Could you restate, exactly and with nothing added, the lines from the start of the data through the line that holds "translate:-100% -50%; text-align:right", leaving the pictures out?

__INPUT DATA__.
=== Begin Enclosure ===

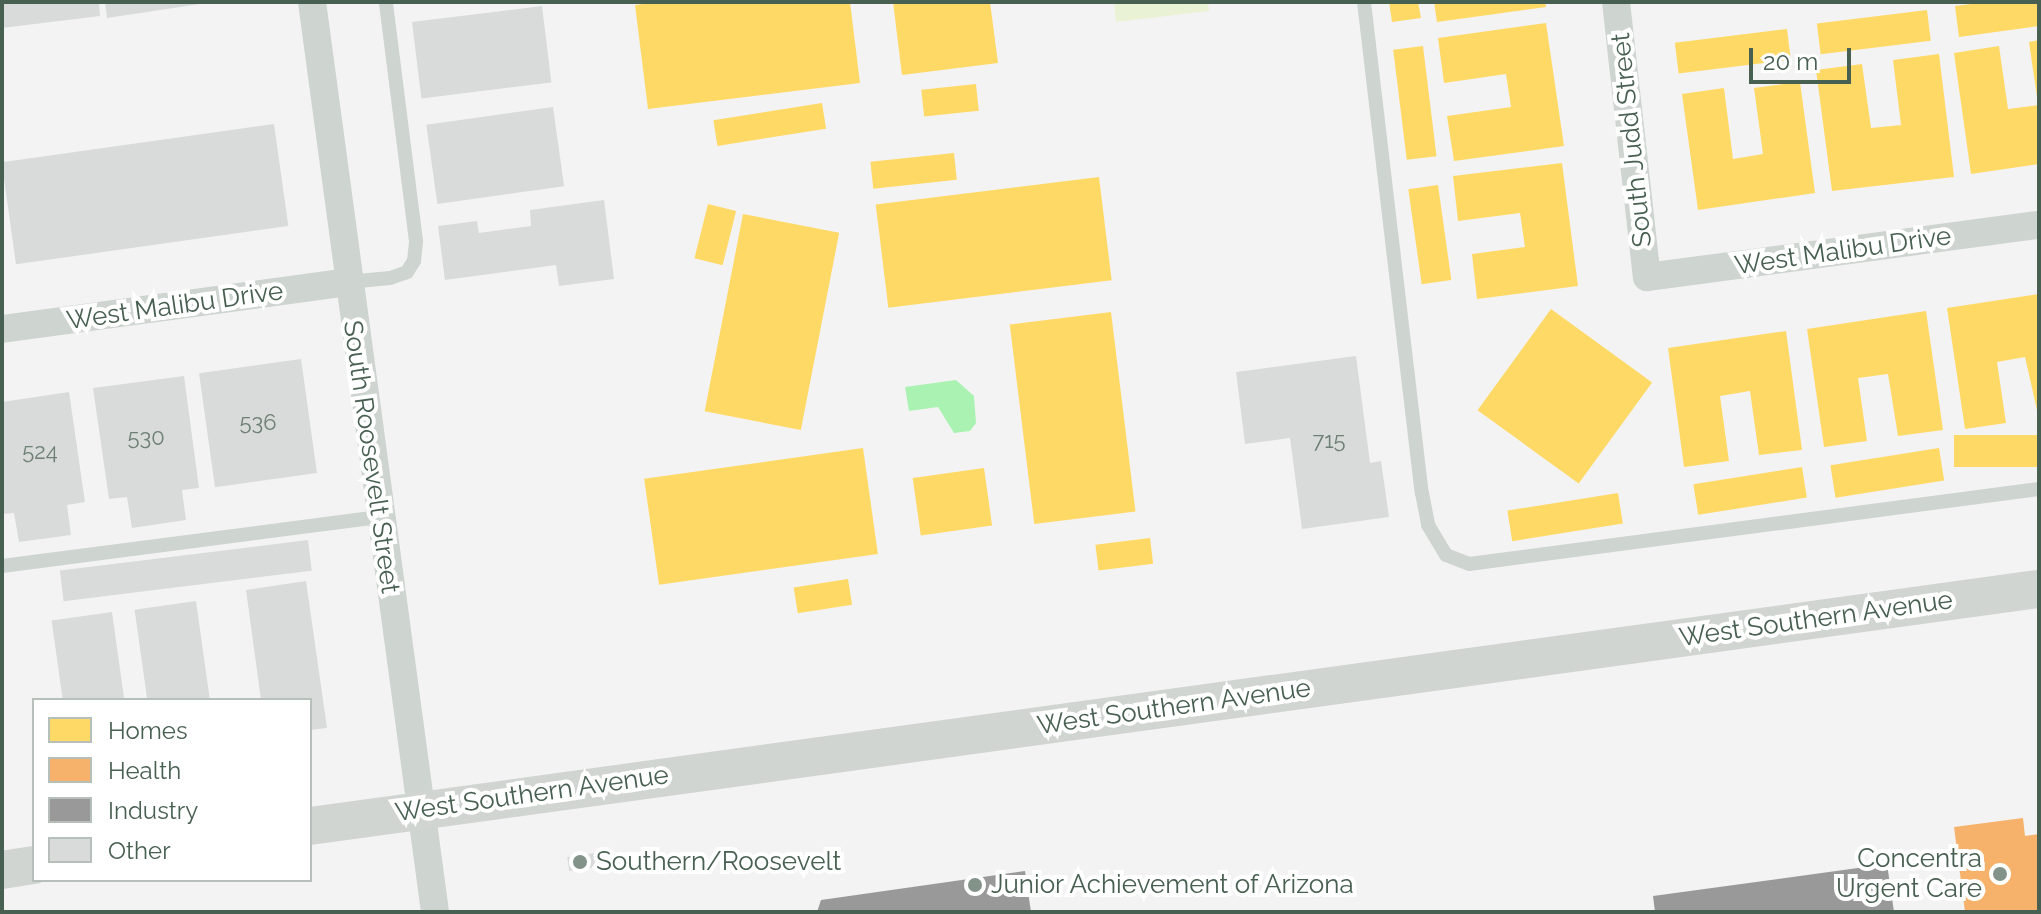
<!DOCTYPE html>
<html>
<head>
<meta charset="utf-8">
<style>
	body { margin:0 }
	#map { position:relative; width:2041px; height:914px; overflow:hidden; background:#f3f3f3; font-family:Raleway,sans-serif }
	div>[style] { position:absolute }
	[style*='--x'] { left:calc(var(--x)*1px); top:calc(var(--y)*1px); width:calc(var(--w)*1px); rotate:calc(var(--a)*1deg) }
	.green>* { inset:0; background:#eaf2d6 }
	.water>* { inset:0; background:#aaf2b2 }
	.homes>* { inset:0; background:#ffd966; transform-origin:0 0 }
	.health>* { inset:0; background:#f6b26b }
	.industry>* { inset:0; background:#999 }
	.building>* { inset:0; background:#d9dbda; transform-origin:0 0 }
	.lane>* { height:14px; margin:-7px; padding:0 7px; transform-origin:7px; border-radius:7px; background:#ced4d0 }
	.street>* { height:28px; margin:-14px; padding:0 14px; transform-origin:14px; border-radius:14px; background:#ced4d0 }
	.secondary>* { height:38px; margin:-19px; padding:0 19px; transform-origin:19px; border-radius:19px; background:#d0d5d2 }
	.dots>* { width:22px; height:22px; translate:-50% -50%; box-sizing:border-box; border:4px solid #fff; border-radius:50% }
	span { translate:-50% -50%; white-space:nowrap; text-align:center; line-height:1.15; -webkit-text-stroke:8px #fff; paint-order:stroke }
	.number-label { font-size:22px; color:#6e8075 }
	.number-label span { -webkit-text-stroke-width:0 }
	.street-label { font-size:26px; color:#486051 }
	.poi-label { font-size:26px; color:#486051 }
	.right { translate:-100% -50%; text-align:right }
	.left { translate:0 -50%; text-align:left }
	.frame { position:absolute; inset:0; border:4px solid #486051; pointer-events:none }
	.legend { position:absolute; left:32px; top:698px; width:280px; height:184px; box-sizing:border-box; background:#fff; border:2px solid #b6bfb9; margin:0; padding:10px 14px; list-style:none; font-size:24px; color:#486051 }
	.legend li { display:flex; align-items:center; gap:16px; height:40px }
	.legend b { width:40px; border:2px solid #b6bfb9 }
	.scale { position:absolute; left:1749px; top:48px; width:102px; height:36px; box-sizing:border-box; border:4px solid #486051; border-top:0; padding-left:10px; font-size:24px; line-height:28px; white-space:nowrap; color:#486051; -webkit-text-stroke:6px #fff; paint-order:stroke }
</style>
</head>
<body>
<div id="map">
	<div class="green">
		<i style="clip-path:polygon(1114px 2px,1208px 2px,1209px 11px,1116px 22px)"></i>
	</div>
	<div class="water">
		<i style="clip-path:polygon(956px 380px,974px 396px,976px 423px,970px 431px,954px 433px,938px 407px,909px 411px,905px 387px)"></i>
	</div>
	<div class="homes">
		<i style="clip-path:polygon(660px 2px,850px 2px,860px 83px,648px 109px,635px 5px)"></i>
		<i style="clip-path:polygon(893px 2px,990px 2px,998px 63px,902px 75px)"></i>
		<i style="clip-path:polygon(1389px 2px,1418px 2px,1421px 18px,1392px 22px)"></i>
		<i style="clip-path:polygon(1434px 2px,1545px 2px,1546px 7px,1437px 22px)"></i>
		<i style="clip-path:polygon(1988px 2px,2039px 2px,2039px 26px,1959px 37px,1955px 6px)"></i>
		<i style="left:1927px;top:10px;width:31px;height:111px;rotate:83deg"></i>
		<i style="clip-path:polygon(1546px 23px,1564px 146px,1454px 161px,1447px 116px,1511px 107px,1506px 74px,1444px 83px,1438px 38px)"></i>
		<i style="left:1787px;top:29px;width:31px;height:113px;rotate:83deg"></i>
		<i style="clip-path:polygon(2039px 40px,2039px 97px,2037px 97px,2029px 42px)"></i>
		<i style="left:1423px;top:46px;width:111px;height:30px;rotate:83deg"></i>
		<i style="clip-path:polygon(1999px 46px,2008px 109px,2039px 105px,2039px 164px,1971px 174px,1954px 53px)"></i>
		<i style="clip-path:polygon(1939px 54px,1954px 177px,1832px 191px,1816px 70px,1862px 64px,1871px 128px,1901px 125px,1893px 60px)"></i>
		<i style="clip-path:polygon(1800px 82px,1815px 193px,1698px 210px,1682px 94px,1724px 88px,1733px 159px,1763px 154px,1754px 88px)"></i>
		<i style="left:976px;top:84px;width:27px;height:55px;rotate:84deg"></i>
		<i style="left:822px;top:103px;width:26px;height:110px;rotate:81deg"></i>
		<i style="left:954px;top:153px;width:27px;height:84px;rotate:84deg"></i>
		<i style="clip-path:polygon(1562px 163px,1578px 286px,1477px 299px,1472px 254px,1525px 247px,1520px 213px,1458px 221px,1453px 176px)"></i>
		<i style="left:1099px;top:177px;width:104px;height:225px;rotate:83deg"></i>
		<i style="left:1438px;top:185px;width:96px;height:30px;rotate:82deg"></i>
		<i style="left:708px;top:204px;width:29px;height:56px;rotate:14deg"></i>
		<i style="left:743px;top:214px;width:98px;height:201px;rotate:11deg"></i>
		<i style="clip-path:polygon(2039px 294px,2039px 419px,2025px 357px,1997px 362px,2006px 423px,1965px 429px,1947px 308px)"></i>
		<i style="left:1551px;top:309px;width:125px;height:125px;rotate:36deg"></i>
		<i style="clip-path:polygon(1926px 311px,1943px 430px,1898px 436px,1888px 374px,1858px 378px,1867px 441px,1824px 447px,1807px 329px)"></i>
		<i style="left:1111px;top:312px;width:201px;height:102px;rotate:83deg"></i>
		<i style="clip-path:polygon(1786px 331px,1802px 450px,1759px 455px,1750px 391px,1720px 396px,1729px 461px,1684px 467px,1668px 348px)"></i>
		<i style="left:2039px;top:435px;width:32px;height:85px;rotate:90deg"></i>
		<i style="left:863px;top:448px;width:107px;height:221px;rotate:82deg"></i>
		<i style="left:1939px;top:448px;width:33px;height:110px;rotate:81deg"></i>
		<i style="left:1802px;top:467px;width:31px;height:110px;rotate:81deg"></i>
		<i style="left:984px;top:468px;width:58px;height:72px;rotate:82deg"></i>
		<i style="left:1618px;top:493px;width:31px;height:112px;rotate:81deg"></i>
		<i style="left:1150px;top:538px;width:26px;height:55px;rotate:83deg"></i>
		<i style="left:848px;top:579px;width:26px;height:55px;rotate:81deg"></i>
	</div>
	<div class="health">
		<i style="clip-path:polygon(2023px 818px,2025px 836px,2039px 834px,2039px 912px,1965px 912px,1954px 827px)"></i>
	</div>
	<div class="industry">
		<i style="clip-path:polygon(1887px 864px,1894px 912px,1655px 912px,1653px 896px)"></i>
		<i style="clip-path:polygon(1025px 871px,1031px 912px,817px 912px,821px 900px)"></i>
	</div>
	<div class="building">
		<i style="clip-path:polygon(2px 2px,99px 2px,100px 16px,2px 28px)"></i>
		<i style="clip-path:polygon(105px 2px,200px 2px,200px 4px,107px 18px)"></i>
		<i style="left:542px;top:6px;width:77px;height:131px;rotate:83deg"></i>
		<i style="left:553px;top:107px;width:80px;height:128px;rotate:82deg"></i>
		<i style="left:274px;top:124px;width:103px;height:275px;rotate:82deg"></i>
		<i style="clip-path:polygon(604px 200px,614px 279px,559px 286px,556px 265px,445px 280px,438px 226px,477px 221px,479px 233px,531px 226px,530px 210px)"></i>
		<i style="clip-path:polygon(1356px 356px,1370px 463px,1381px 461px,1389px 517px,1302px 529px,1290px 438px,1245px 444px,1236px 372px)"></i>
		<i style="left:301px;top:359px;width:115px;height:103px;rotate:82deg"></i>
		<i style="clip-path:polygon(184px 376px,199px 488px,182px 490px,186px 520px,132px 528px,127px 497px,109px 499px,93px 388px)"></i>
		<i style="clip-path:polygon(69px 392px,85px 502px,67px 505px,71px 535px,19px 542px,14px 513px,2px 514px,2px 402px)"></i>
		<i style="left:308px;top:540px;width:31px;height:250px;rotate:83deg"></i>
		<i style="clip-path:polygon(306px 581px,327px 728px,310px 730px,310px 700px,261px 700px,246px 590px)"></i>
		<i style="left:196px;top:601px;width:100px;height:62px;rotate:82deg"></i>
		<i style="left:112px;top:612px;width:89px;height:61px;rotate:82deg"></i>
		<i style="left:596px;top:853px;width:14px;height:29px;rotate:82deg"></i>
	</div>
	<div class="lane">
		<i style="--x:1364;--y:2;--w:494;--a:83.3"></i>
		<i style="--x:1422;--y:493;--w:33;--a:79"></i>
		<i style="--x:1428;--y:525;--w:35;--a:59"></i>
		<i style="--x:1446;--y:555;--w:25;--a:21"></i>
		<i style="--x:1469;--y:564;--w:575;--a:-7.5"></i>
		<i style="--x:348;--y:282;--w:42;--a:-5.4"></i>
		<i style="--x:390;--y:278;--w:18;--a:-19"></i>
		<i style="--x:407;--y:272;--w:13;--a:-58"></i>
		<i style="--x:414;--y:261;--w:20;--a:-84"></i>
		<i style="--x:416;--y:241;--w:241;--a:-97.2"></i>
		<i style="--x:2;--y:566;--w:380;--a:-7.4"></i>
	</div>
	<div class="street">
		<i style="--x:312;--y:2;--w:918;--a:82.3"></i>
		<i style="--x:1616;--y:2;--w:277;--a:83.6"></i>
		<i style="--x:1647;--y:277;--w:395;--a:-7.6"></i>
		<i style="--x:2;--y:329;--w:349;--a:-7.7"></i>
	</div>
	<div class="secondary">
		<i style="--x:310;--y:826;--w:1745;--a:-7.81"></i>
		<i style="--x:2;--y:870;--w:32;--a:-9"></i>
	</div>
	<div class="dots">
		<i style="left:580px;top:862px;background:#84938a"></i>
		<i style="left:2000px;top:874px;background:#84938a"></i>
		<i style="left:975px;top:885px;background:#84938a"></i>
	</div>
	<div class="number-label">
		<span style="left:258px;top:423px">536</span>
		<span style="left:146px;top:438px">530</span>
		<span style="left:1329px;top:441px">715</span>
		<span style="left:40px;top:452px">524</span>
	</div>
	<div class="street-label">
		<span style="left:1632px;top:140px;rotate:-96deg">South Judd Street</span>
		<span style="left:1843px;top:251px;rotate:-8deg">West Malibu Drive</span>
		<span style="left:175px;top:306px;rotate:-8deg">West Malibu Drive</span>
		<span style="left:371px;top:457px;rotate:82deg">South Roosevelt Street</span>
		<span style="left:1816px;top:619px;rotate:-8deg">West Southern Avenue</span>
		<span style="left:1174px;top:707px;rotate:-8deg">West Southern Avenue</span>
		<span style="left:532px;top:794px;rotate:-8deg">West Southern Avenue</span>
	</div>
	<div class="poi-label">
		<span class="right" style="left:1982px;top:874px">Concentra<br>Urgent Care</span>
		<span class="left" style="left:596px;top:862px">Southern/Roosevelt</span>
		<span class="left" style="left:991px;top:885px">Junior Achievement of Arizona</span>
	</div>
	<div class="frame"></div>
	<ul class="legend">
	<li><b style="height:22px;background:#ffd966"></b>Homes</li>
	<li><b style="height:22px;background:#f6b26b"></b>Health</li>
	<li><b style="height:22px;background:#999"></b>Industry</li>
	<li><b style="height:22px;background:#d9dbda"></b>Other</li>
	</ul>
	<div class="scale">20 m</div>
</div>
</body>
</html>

=== End Enclosure ===

__ANSWER AREA__.
<!DOCTYPE html>
<html>
<head>
<meta charset="utf-8">
<style>
	body { margin:0 }
	#map { position:relative; width:2041px; height:914px; overflow:hidden; background:#f3f3f3; font-family:Raleway,sans-serif }
	div>[style] { position:absolute }
	[style*='--x'] { left:calc(var(--x)*1px); top:calc(var(--y)*1px); width:calc(var(--w)*1px); rotate:calc(var(--a)*1deg) }
	.green>* { inset:0; background:#eaf2d6 }
	.water>* { inset:0; background:#aaf2b2 }
	.homes>* { inset:0; background:#ffd966; transform-origin:0 0 }
	.health>* { inset:0; background:#f6b26b }
	.industry>* { inset:0; background:#999 }
	.building>* { inset:0; background:#d9dbda; transform-origin:0 0 }
	.lane>* { height:14px; margin:-7px; padding:0 7px; transform-origin:7px; border-radius:7px; background:#ced4d0 }
	.street>* { height:28px; margin:-14px; padding:0 14px; transform-origin:14px; border-radius:14px; background:#ced4d0 }
	.secondary>* { height:38px; margin:-19px; padding:0 19px; transform-origin:19px; border-radius:19px; background:#d0d5d2 }
	.dots>* { width:22px; height:22px; translate:-50% -50%; box-sizing:border-box; border:4px solid #fff; border-radius:50% }
	span { translate:-50% -50%; white-space:nowrap; text-align:center; line-height:1.15; -webkit-text-stroke:8px #fff; paint-order:stroke }
	.number-label { font-size:22px; color:#6e8075 }
	.number-label span { -webkit-text-stroke-width:0 }
	.street-label { font-size:26px; color:#486051 }
	.poi-label { font-size:26px; color:#486051 }
	.right { translate:-100% -50%; text-align:right }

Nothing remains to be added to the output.